Vor nicht allzu langer Zeit war es in Frankreich üblich, dass sich Bewerber einer Handschriftbeurteilung unterziehen mussten. Obwohl sie weitgehend durch psychometrische Tests ersetzt wurden, sind einige Firmen kürzlich zur Graphologie zurückgekehrt.

„Ich habe andere Dinge ausprobiert, aber sie haben nichts gebracht. Die Graphologie findet die Hauptmerkmale einer Person – nicht alles, aber viel“, sagte Marc Foujols, Manager einer Pariser Immobilienfirma.

‚Beeindruckend‘

Christophe Dherbecourt, der seit 25 Jahren im Personalwesen eines Kommunikationsunternehmens in der französischen Hauptstadt tätig ist, sagte, es erlaube ihm, Kandidaten „die richtigen Fragen“ zu stellen.

Zweimal lehnte seine Firma einen Bewerber ab, weil die Handschriftanalyse von de la Tournelle den Verdacht stützte, dass es sich um schwierige Mitarbeiter handeln würde.

„Natürlich kann man Graphologen haben, die irgendeinen Blödsinn sagen, aber sie fängt die Leute gut ein“, sagte Dherbecourt.

„Es ist beeindruckend, was man alles herausholen kann. Ich habe es machen lassen, als ich hier eingestellt wurde – sie zeigten mir die Ergebnisse und ich hatte das Gefühl, dass es zu 80 Prozent stimmte.“

Studien haben in der Vergangenheit Behauptungen führender Vertreter der Graphologie widerlegt und sie hat im Laufe der Jahre Betrüger und Scharlatane angezogen.

Aber Tracey Trussell vom British Institute of Graphologists sagte: „Dissen Sie es nicht, bis Sie es ausprobiert haben.“

„Es ist wie bei einem Klempner – es ist nur so gut wie die Person, die es tut“, sagte sie.
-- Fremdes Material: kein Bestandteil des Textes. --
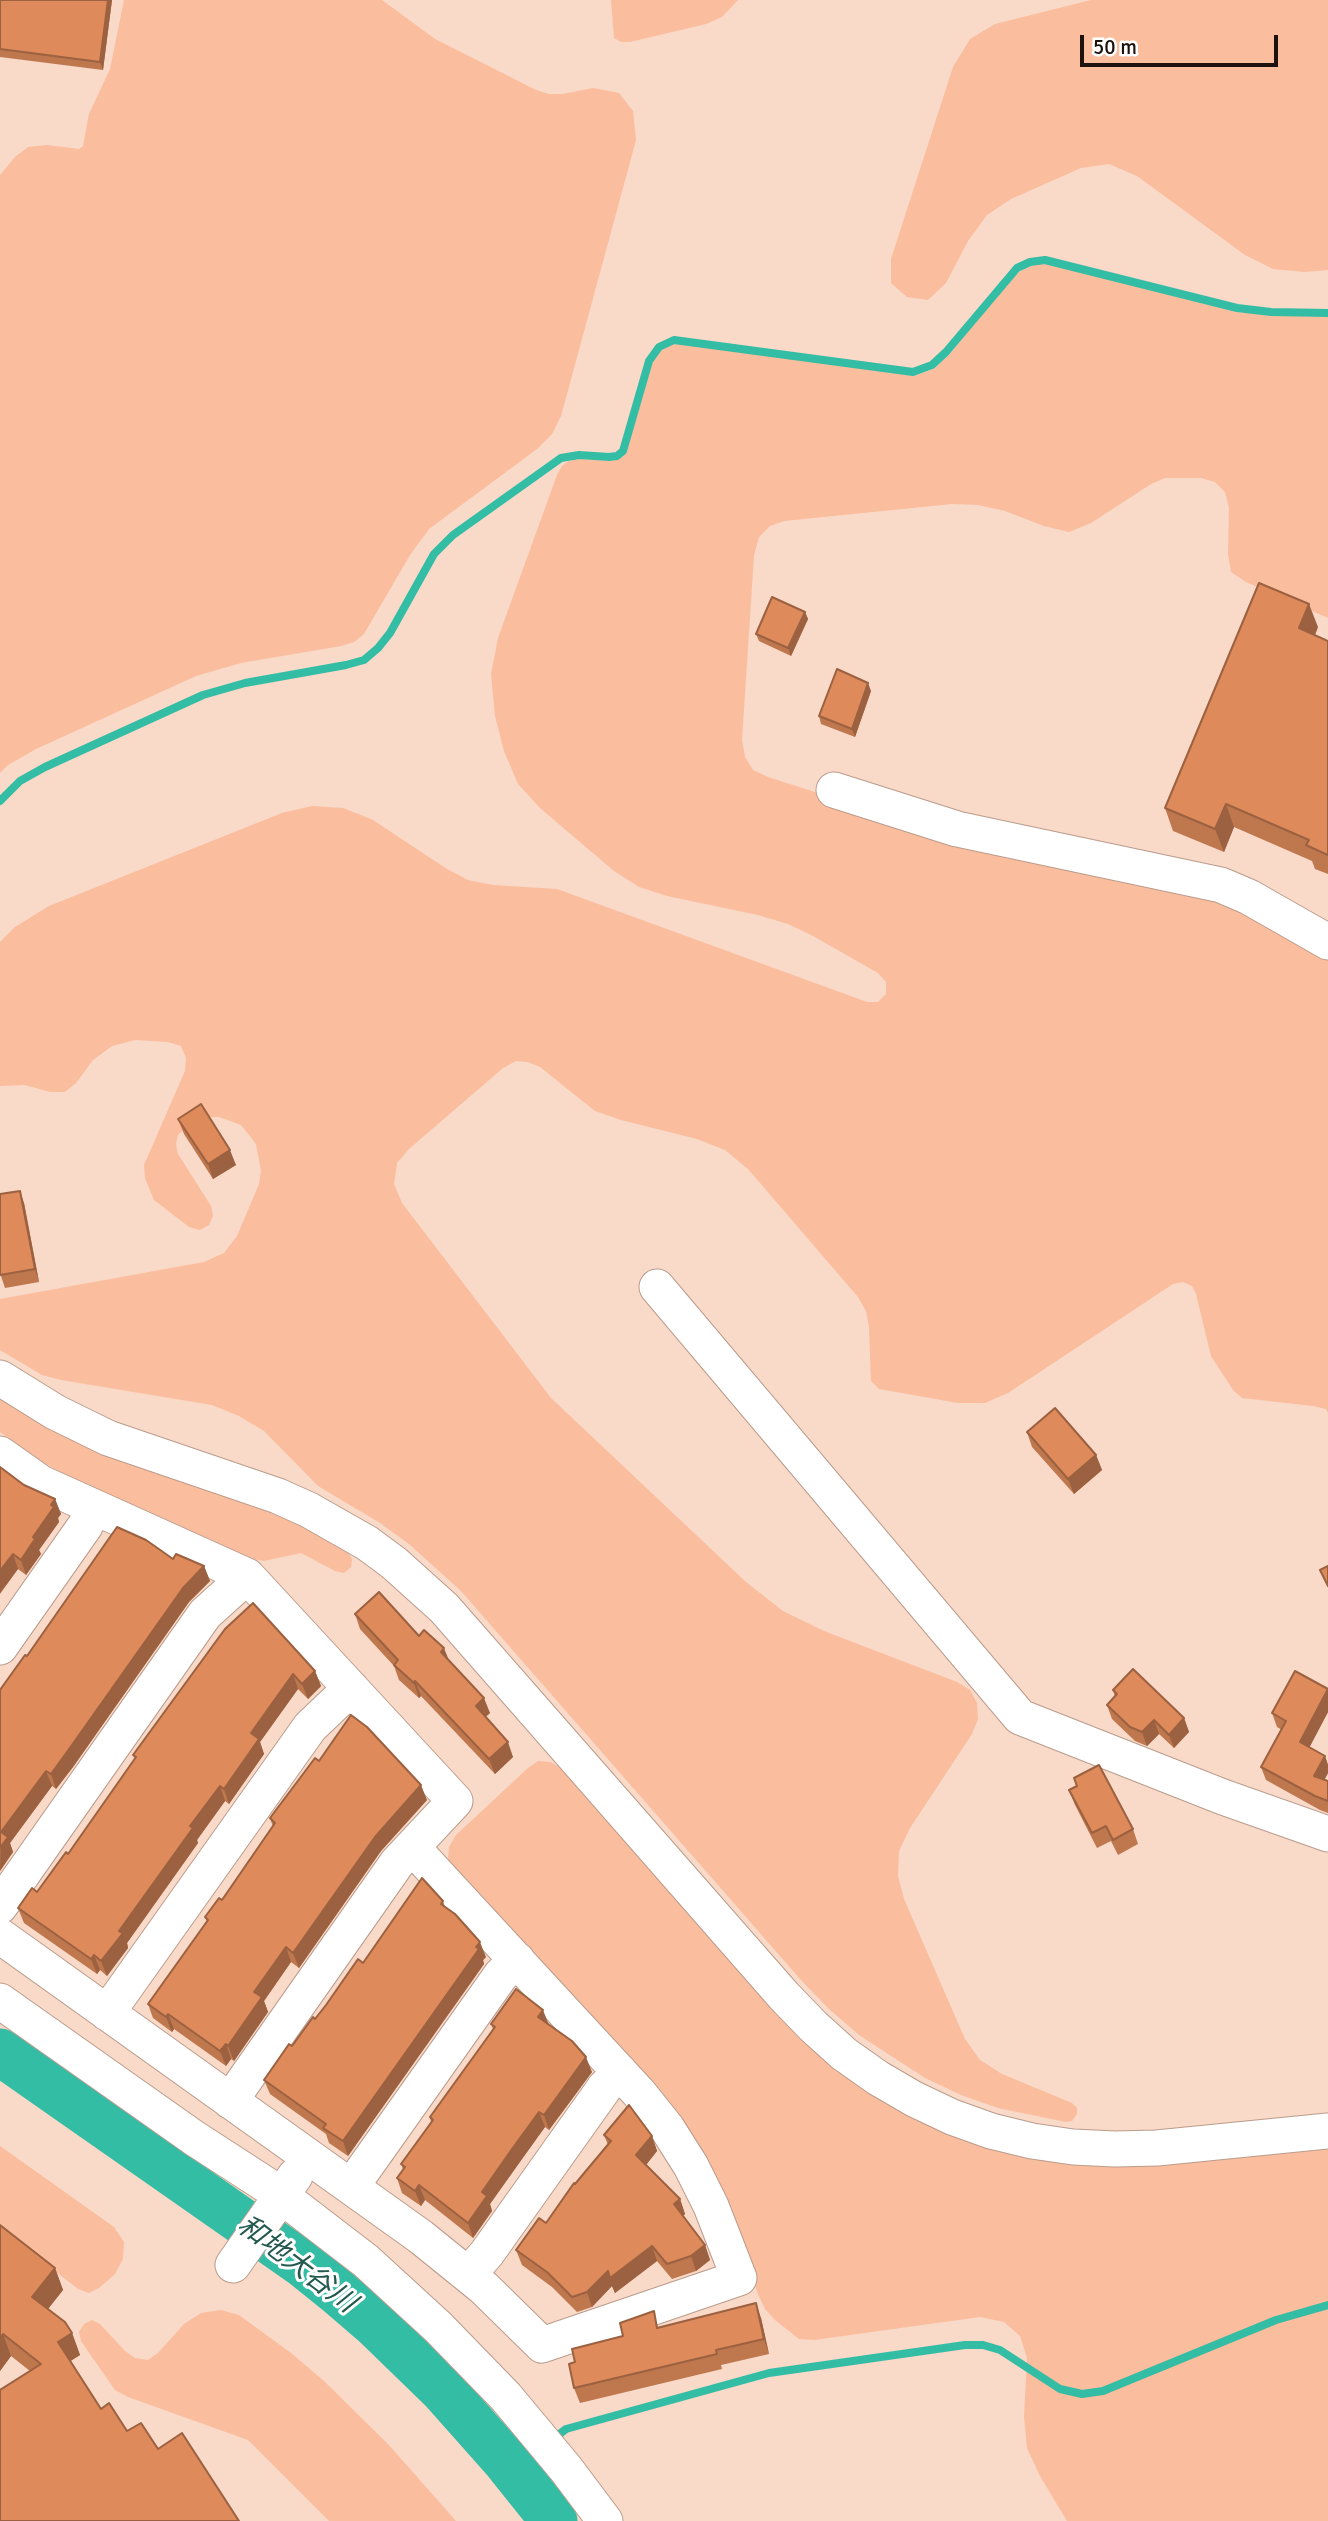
<!DOCTYPE html>
<meta charset="utf-8">
<style>
body{margin:0}
#map{position:relative;width:1328px;height:2521px;overflow:hidden;background:#f9d9c8;font-family:Signika,sans-serif}
canvas{display:block}
.scale{position:absolute;left:1080px;top:35px;width:198px;height:32px;box-sizing:border-box;border:4px solid #1d120d;border-top:0;padding-left:9px;font-size:21px;line-height:24px;white-space:nowrap;color:#1d120d;-webkit-text-stroke:5px #fff;paint-order:stroke}
</style>
<div id="map">
<canvas width="1328" height="2521"></canvas>
<div class="scale">50 m</div>
</div>
<script>
const c = document.querySelector('canvas').getContext('2d');
c.lineJoin = 'round';
function fillPath(path, color) { c.fillStyle = color; c.fill(path, 'evenodd'); }
const poly = rows => new Path2D(rows.map(r => 'M' + r).join(''));
function stroke(path, color, width, dash) { c.strokeStyle = color; c.lineWidth = width; c.lineCap = dash ? 'butt' : 'round'; c.setLineDash(dash || []); c.stroke(path); }
function drawText(font, color, halo, rows, align = 'center') {
  c.font = font + ' Signika,"Noto Sans JP",sans-serif'; c.lineWidth = 6; c.setLineDash([]); c.textBaseline = 'middle'; c.strokeStyle = halo; c.fillStyle = color; for (const [text, x, y, turn = 0] of rows) {
    c.save(); c.translate(x, y); c.rotate((+turn || 0) * Math.PI / 180); c.textAlign = isNaN(turn) ? turn : align; if (halo) c.strokeText(text, 0, 0); c.fillText(text, 0, 0); c.restore();
  }
}
const green = poly([
 [124,0,382,0,435,39,536,90,549,94,563,94,593,88,619,93,633,111,636,140,561,416,552,434,537,449,429,529,410,555,364,634,354,642,341,646,241,663,196,676,36,749,8,765,0,773,0,175,15,157,28,147,47,145,79,149,83,146,89,114,110,69],
 [611,0,738,0,722,17,706,24,630,42,621,42,614,38],
 [1091,0,1328,0,1328,270,1305,272,1273,269,1245,255,1137,176,1109,164,1081,168,1011,199,987,215,968,241,946,283,928,300,907,297,891,283,891,259,953,67,970,39,995,24],
 [1044,263,1236,312,1270,315,1328,317,1328,618,1246,582,1231,572,1228,554,1229,508,1225,492,1215,482,1201,478,1165,478,1151,484,1091,523,1069,532,1044,526,1005,511,978,505,952,504,784,521,770,526,759,537,754,555,742,740,745,757,753,770,768,777,955,837,1204,888,1328,951,1328,1413,1326,1409,1313,1406,1242,1398,1233,1390,1211,1356,1196,1294,1192,1286,1183,1282,1173,1284,1008,1393,985,1403,958,1403,879,1389,871,1381,869,1327,866,1311,858,1297,748,1169,725,1150,697,1139,621,1120,595,1111,540,1067,528,1062,516,1061,503,1068,409,1149,397,1163,394,1184,402,1203,551,1398,746,1582,783,1611,824,1631,957,1682,970,1690,977,1703,978,1719,972,1734,910,1828,899,1851,898,1876,904,1899,965,2039,980,2060,1002,2074,1072,2103,1077,2108,1077,2114,1072,2121,1066,2122,998,2108,961,2095,925,2078,859,2035,829,2009,801,1980,461,1591,409,1544,380,1523,318,1486,264,1431,239,1416,212,1405,61,1380,42,1375,0,1350,0,1299,204,1262,224,1253,237,1236,259,1184,261,1171,256,1144,241,1125,219,1117,205,1117,185,1128,178,1135,176,1144,178,1154,211,1206,213,1216,209,1225,200,1230,189,1227,154,1200,145,1178,144,1165,185,1071,186,1058,181,1046,168,1042,135,1040,112,1046,93,1060,76,1083,65,1092,50,1092,25,1085,0,1086,0,942,15,927,49,906,282,813,312,806,343,808,373,820,447,869,468,880,493,885,557,889,867,1002,878,1002,886,994,886,982,878,973,813,936,788,924,758,915,667,896,639,887,614,871,540,808,518,784,504,751,495,716,491,674,498,638,557,475,562,466,569,461,579,459,610,461,619,459,626,453,652,362,661,350,675,344,691,344,914,376,934,369,949,355,1009,281,1019,272,1031,266],
 [0,1399,47,1428,101,1454,271,1513,301,1526,348,1552,352,1559,351,1567,344,1573,335,1571,301,1553,264,1561,253,1559,64,1474,37,1459,0,1432],
 [538,1761,551,1762,560,1768,800,2039,833,2068,868,2093,906,2115,946,2133,986,2148,1029,2158,1071,2165,1115,2167,1158,2165,1328,2149,1328,2521,1067,2521,1040,2476,1027,2448,1024,2417,1027,2358,1020,2336,1004,2322,980,2317,814,2340,799,2339,775,2320,765,2309,758,2294,741,2242,448,1861,449,1847,456,1835,528,1768],
 [0,2146,114,2227,124,2242,123,2259,115,2274,99,2288,89,2293,78,2289,0,2228],
 [221,2310,239,2315,291,2353,324,2381,388,2444,456,2521,329,2521,248,2440,128,2397,115,2390,81,2341,79,2332,84,2324,92,2320,100,2324,125,2351,135,2358,148,2360,158,2353,184,2324,201,2313]
]);
const stream = poly([
 [0,801,20,781,45,767,203,695,245,683,346,665,364,660,378,648,390,633,434,554,453,535,561,458,579,455,609,457,617,456,623,451,649,361,659,347,674,340,913,372,932,365,946,352,1017,268,1030,262,1045,260,1237,308,1271,312,1328,313],
 [552,2440,566,2429,769,2373,965,2345,983,2345,1000,2350,1060,2389,1082,2394,1103,2391,1276,2320,1328,2305],
 [514,2471,524,2463]
]);
const river = poly([
 [0,2052,303,2264,339,2293,375,2324,443,2390,506,2461,554,2521]
]);
const minor = poly([
 [834,790,957,829,1221,885,1249,897,1328,942],
 [657,1287,1020,1717,1223,1797,1328,1834],
 [0,1378,55,1412,108,1438,278,1496,309,1510,367,1543,394,1563,444,1608,784,1996,813,2026,844,2054,878,2078,914,2099,952,2117,991,2131,1032,2141,1073,2147,1115,2149,1157,2148,1328,2131],
 [0,1454,41,1483,247,1576,455,1801,397,1863,230,2101],
 [0,1647,85,1526,94,1507],
 [0,1906,205,1614,247,1576],
 [0,1936,421,2237,484,2288,542,2345,739,2278,711,2206,691,2166,667,2128,639,2093,412,1847],
 [0,2001,194,2138,271,2188,366,2261,438,2327,506,2397,566,2469,605,2521],
 [107,2013,310,1727,351,1688],
 [351,2187,501,1975,517,1960],
 [233,2265,295,2176],
 [468,2275,487,2253,605,2087,620,2072]
]);
const wall = poly([
 [0,0,112,0,103,70,0,57],
 [805,612,808,619,791,656,759,641,756,634],
 [1318,627,1315,635,1328,641,1328,874,1315,869,1312,861,1234,827,1224,852,1173,831,1165,808],
 [871,691,855,737,821,724,819,716],
 [178,1119,236,1165,213,1179,184,1134],
 [24,1203,39,1282,5,1288,0,1273],
 [1027,1432,1096,1455,1102,1470,1074,1494,1032,1447],
 [0,1467,24,1485,55,1499,61,1514,58,1518,59,1522,39,1550,41,1554,26,1575,18,1569,0,1594],
 [173,1559,204,1566,210,1581,189,1602,73,1767,56,1789,52,1786,10,1843,13,1852,0,1871,0,1690,27,1656],
 [355,1614,419,1636,448,1660,490,1713,485,1717,513,1757,495,1774,421,1696,419,1698,399,1680,394,1666,360,1629],
 [225,1629,315,1671,321,1686,308,1699,298,1689,260,1742,264,1754,229,1804,225,1801,197,1840,198,1843,127,1943,128,1948,107,1976,100,1970,97,1974,24,1923,18,1908,37,1892,68,1854,135,1759,133,1755],
 [1328,1689,1328,1712,1309,1747,1325,1756,1328,1765,1328,1773,1324,1780,1328,1781,1328,1813,1320,1810,1266,1780,1261,1767,1282,1730,1277,1727,1272,1713],
 [1113,1690,1184,1718,1189,1732,1174,1748,1159,1734,1147,1746,1135,1741,1112,1719,1107,1705,1115,1697],
 [319,1761,427,1800,381,1851,299,1968,291,1962,264,2001,268,2012,234,2061,231,2059,226,2066,174,2029,172,2032,153,2018,148,2004,207,1922,205,1917,222,1900,273,1827,270,1818],
 [1074,1778,1133,1829,1138,1844,1118,1855,1111,1841,1097,1848,1075,1805,1069,1790,1076,1786],
 [443,1901,445,1907,486,1957,483,1960,484,1964,348,2156,329,2143,326,2134,270,2094,264,2080,363,1963],
 [491,2024,548,2024,592,2072,549,2130,545,2127,518,2164,490,2204,492,2211,473,2238,425,2200,421,2206,402,2193,397,2178,403,2169,401,2164,431,2122,430,2117,493,2029],
 [604,2135,652,2136,657,2151,646,2165,680,2199,685,2214,683,2216,705,2245,710,2260,696,2271,672,2279,657,2261,615,2293,612,2286,592,2307,577,2312,552,2287,522,2265,516,2250,546,2223,575,2184,608,2145],
 [0,2225,55,2268,63,2290,48,2309,65,2322,72,2333,80,2355,70,2361,101,2409,109,2403,127,2431,141,2423,158,2449,182,2433,239,2521,0,2521,0,2390,30,2371,11,2356,0,2371],
 [761,2318,769,2354,721,2365,722,2369,580,2403,574,2388,575,2362,659,2327]
]);
const shadedWall = poly([
 [108,0,112,0,103,70,100,62],
 [1309,604,1318,627,1308,652,1299,628],
 [805,612,808,619,791,656,788,648],
 [868,683,871,691,855,737,852,729],
 [1226,804,1234,827,1224,852,1215,829],
 [230,1150,236,1165,213,1179,208,1164],
 [20,1191,24,1203,39,1282,35,1269],
 [1096,1455,1102,1470,1074,1494,1068,1479],
 [55,1499,61,1514,58,1518,59,1522,39,1550,41,1554,26,1575,21,1560,33,1537],
 [13,1554,18,1569,0,1593,0,1571],
 [204,1566,210,1581,189,1602,73,1767,56,1789,51,1774,183,1588],
 [444,1648,450,1663,441,1652],
 [315,1671,321,1686,308,1699,302,1684],
 [293,1674,298,1689,260,1742,264,1754,229,1804,224,1789,251,1733],
 [415,1681,421,1696,419,1698,414,1683],
 [1328,1689,1328,1712,1305,1756,1300,1742],
 [484,1698,490,1713,481,1721,476,1706],
 [1184,1718,1189,1732,1174,1748,1169,1735],
 [1154,1720,1159,1734,1147,1746,1142,1732],
 [508,1742,513,1757,495,1774,489,1759],
 [1325,1756,1328,1765,1328,1773,1319,1790,1314,1776],
 [46,1771,52,1786,10,1843,13,1852,0,1871,1,1832],
 [421,1785,427,1800,381,1851,299,1968,293,1953,375,1837],
 [220,1786,225,1801,197,1840,198,1843,127,1943,128,1948,107,1976,101,1961,119,1931,190,1826],
 [480,1942,486,1957,483,1960,484,1964,348,2156,343,2141],
 [286,1947,291,1962,264,2001,268,2012,234,2061,228,2046,254,1992],
 [94,1955,100,1970,97,1974,91,1959],
 [543,2010,549,2025,538,2017],
 [168,2014,174,2029,172,2032,166,2017],
 [226,2044,231,2059,226,2066,220,2051],
 [586,2057,592,2072,549,2130,544,2115],
 [539,2112,545,2127,490,2204,492,2211,473,2238,468,2223,482,2192],
 [652,2136,657,2151,642,2170,636,2155],
 [419,2185,425,2200,421,2206,415,2191],
 [680,2199,685,2214,680,2219,674,2204],
 [705,2245,710,2260,696,2271,691,2256],
 [652,2246,657,2261,615,2293,612,2286,592,2307,587,2292,608,2271],
 [55,2268,63,2290,40,2319,32,2297],
 [756,2303,761,2318,769,2354,764,2339],
 [72,2333,80,2355,66,2364,58,2342],
 [3,2334,11,2356,0,2371,0,2338]
]);
const building = poly([
 [0,0,108,0,100,62,0,49,0,0],
 [1259,583,1309,604,1299,628,1328,641,1328,855,1306,845,1309,840,1226,804,1215,829,1165,808,1259,583],
 [772,597,805,612,788,648,756,634,772,597],
 [837,669,868,683,852,729,819,716,837,669],
 [201,1104,230,1150,208,1164,178,1119,201,1104],
 [20,1191,35,1269,0,1275,0,1194,20,1191],
 [1055,1408,1096,1455,1068,1479,1027,1432,1055,1408],
 [0,1467,24,1485,55,1499,51,1505,54,1507,33,1537,35,1539,21,1560,13,1554,0,1571,0,1467],
 [117,1527,146,1540,173,1559,176,1554,204,1566,183,1588,67,1752,51,1774,46,1771,1,1832,8,1837,0,1848,0,1690,25,1655,27,1656,117,1527],
 [1328,1566,1328,1586,1320,1570,1328,1566],
 [379,1592,419,1636,424,1630,444,1648,441,1652,484,1698,476,1706,508,1742,489,1759,415,1681,414,1683,394,1665,398,1660,355,1614,379,1592],
 [253,1603,315,1671,302,1684,293,1674,251,1733,259,1739,224,1789,220,1786,190,1826,193,1828,119,1931,123,1933,101,1961,94,1955,91,1959,18,1908,32,1888,37,1892,66,1852,68,1854,136,1757,133,1755,225,1629,253,1603],
 [1133,1669,1184,1718,1169,1735,1154,1720,1142,1732,1130,1727,1107,1705,1117,1694,1113,1690,1133,1669],
 [1295,1671,1328,1689,1300,1742,1325,1756,1314,1776,1328,1781,1328,1801,1315,1796,1261,1767,1286,1721,1272,1713,1295,1671],
 [351,1715,367,1727,421,1785,375,1837,293,1953,286,1947,254,1992,262,1997,228,2046,226,2044,220,2051,168,2014,166,2017,148,2004,208,1920,205,1917,219,1898,222,1900,275,1823,270,1818,315,1758,319,1761,351,1715],
 [1099,1765,1133,1829,1113,1840,1106,1826,1092,1833,1069,1790,1077,1786,1074,1778,1099,1765],
 [422,1878,443,1901,441,1904,455,1914,480,1942,476,1947,479,1949,343,2141,323,2128,326,2124,264,2080,289,2044,292,2046,313,2017,315,2019,326,2005,358,1959,363,1963,422,1878],
 [516,1989,543,2010,538,2017,572,2041,586,2057,544,2115,539,2112,512,2149,482,2192,487,2196,468,2223,419,2185,415,2191,397,2178,405,2167,401,2164,433,2120,430,2117,495,2027,491,2024,516,1989],
 [629,2105,652,2136,636,2155,680,2199,674,2204,705,2245,691,2256,667,2264,652,2246,610,2278,608,2271,587,2292,572,2297,547,2272,516,2250,539,2218,546,2223,574,2183,575,2184,611,2141,604,2135,629,2105],
 [0,2225,55,2268,32,2297,65,2322,72,2333,58,2342,101,2409,109,2403,127,2431,141,2423,158,2449,182,2433,239,2521,0,2521,0,2390,41,2364,3,2334,0,2338,0,2225],
 [756,2303,764,2339,716,2350,717,2354,574,2388,569,2364,575,2362,572,2349,623,2336,620,2323,654,2311,657,2328,756,2303]
]);
const waterNames = [
 ["和地大谷川",296,2265,37]
];
fillPath(green, '#fabd9d');
stroke(stream, '#33bda4', 8);
stroke(river, '#33bda4', 47);
stroke(minor, '#ba9c8c', 37);
stroke(minor, '#fff', 35);
fillPath(wall, '#bf774e');
fillPath(shadedWall, '#9b6140');
fillPath(building, '#de8a5b');
stroke(building, '#9b6140', 2);
drawText('italic 28px', '#23594e', '#fff', waterNames);
</script>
„Die Leute sagen, es sei keine Wissenschaft, aber im ersten Jahr unserer Ausbildung geht es darum, auf wissenschaftlicher Grundlage zu messen und zu bewerten.“

„Verrückte Geschichten“

„Unser Schreiben kommt vom Herzen, von unserer Herzbewegung, durch das Nervensystem und bis zu den Fingerspitzen und durch den Stift“, sagte de la Tournelle.

„Wir sind voller Nuancen, aber drei Dinge ändern sich nie“ – wie emotional und energisch wir sind und wie sehr wir uns bei unserem Handeln auf äußere Reize verlassen.

Andere Aspekte des Berufs sind unbestritten und für die Polizei von Nutzen.

De la Tournelle begann ihre Karriere in der Kleinstadt Brive im Südwesten Frankreichs und arbeitete mit der örtlichen Polizei zusammen, um Handschriftproben zu finden.

Sie half dabei, die Schuldigen hinter Morddrohungen, mit Lippenstift auf Spiegeln geschriebenen Nachrichten, auf Bürowänden mit Filzstiften und sogar in eine Autotür geritzten Nachrichten zu finden.

„Verrückte Geschichten über Gier, Rache und Hass. So kann das Leben in einem kleinen Dorf sein“, sagte sie.

Sie interpretiert auch Zeichnungen, auch für Kinder, und daraus entstand ihr schockierendster Fall, als eine Frau ihre dreijährige Enkelin mitbrachte.

„Alles Schlimme war da drin – sehr verwinkelt, alles lila, alles gebündelt auf der rechten Seite …“, sagte de la Tournelle.

Sie beriet sich mit ihrem Graphologielehrer und dieser holte einen vom Gericht bestellten Psychologen hinzu, der feststellte, dass das Kind von ihrer Mutter misshandelt wurde. Der Psychologe kommt nun auch für andere Familienfälle zu ihr.